There is only one elementary truth: that the moment one definitely commits oneself, the providence moves, too. A whole stream of events issues from the decision, raising in one's favor all manner of unforeseen incidents, meetings and material assistance which no man could have dreamed would have come his way. Whatever you can do or dream you can, begin it now.
--Goethe
Much has been made of 9-11. That is was an inflection point in the arc of our nation's history. That is was the beginning of a "new normal". That it changed forever the trajectory of our democracy. This mythology has been assumed and rehashed endlessly. But the inflection points that matter are often subtle. By the time a catastrophic event happens, the seeds of it were sown unseen and, all too often, unheeded.
The psychic shock of 9-11 was met with two major reactions: the immediate reaction of the People and the engineered reaction of those in power. The immediate reaction was one of pulling together and of solidarity with the families of those lost. The world's immediate reaction was an opening for America to stand and shake off the tradegy by the strength of our position on the world stage since World War II. A leader with the right stuff on September 12 would have been able to say we would cut our dependence on foreign oil through shared national sacrifice, and it would have been done. Such a leader would have invited the world to stand together against a well-organized, but pitiful, criminal band of zealots. And those who financed them.
We didn't have such a leader then. We hope we have such a leader now.
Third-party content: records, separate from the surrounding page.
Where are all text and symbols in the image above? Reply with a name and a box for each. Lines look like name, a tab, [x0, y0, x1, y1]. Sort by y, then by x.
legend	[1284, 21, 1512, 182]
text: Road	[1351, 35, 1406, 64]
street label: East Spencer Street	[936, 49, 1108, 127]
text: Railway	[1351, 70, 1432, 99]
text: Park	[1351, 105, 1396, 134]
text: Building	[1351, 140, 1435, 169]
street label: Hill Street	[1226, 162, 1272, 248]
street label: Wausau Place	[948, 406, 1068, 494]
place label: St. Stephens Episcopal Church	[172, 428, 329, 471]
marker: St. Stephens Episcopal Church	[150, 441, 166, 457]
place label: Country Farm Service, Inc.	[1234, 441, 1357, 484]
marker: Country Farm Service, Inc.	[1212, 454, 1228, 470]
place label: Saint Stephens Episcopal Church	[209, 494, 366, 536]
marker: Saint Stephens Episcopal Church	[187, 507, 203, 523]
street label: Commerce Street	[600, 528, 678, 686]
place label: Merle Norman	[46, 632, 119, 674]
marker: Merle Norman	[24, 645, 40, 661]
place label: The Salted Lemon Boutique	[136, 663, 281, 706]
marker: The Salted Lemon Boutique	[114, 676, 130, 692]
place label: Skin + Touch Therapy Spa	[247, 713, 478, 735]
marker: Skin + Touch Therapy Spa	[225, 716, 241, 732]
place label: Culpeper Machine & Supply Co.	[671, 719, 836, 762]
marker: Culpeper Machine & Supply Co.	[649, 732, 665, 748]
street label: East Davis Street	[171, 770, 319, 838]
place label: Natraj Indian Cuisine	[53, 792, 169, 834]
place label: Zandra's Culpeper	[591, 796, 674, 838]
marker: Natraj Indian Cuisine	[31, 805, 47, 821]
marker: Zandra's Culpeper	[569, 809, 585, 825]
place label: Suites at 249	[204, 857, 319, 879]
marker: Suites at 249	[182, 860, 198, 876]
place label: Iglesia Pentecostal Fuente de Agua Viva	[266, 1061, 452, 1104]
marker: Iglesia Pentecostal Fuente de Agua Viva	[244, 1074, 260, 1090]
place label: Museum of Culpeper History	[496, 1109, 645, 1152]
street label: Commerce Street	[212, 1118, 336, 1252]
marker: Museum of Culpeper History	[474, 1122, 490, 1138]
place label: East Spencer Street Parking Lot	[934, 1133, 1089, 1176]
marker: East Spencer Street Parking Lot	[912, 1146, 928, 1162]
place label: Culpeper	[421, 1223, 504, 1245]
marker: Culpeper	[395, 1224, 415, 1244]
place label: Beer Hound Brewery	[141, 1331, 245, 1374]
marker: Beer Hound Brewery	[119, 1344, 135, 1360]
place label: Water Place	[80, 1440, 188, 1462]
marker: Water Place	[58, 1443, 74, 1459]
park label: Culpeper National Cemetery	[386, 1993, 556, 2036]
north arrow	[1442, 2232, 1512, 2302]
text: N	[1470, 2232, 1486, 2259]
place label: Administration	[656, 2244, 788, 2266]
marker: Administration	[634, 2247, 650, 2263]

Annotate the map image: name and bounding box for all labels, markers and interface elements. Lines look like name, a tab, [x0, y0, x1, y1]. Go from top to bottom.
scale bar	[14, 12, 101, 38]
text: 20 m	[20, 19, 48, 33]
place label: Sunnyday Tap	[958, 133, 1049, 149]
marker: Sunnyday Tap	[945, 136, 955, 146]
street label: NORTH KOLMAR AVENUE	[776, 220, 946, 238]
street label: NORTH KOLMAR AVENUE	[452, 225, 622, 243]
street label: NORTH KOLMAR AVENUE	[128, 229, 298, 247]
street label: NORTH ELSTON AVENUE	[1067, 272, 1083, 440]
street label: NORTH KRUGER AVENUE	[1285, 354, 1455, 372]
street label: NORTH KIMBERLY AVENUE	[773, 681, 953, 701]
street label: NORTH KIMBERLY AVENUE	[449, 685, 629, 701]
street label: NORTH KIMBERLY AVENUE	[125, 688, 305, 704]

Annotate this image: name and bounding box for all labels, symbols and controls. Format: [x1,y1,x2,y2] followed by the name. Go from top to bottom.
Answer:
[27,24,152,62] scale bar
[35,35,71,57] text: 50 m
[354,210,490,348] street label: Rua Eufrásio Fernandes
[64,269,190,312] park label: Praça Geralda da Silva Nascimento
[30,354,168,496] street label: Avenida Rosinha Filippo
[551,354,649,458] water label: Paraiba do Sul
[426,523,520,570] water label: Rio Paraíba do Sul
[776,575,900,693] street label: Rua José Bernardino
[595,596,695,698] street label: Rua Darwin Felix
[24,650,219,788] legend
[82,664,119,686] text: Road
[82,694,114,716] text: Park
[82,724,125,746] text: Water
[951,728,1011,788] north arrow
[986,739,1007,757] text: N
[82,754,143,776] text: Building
Engineered reactions are temporary. The Bush Adminstration played out the last of them to the last dreg. They thought Reagan's bag of tricks would lead to Republican hegemony for a generation. But flag-waving and blood lust lead only to despair and discouragement. Such reactions cannot stand the tests of history. They are a form of cowardice. They are a form of quibbling. After thirty years, their power is spent.
Quibbling Cowardice
The leaders we had on 9-11 did not have the right stuff. They were cowards and appealed to us to be cowards as well. Shop. Let us protect you. Be scared in levels symbolized by color codes. Wallow in fear by stocking up on duct tape. Cower in your basement and let us take over and peer into every aspect of your personal life. This isn't much of a future, but it's the only future you can aspire to have.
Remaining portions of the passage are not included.